**TO DO:** Among the records, how many lines carry the string "bottom"? Give that number with nothing added.

**EXTRACTED DATA:**
▼

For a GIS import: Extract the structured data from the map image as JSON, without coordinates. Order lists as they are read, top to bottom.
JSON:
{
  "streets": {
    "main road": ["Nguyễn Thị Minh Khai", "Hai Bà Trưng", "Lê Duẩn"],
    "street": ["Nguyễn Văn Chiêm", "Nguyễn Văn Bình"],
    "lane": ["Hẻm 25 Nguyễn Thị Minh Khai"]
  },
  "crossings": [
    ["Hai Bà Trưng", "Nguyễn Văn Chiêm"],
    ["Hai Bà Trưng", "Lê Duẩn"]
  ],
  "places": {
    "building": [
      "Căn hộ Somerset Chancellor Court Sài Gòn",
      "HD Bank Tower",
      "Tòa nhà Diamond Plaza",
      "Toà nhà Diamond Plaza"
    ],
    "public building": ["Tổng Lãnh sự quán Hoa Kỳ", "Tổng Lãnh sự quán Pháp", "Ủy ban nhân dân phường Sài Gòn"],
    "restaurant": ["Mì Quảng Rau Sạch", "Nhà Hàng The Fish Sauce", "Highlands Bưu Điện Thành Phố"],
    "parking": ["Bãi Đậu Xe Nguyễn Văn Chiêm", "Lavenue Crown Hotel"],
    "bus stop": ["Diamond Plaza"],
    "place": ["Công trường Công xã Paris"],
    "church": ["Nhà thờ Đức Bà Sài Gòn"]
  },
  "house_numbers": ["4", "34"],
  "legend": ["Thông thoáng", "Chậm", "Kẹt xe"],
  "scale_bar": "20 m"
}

▲
▼

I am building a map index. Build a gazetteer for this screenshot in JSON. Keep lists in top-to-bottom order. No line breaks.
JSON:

▲

**SOLUTION:** 2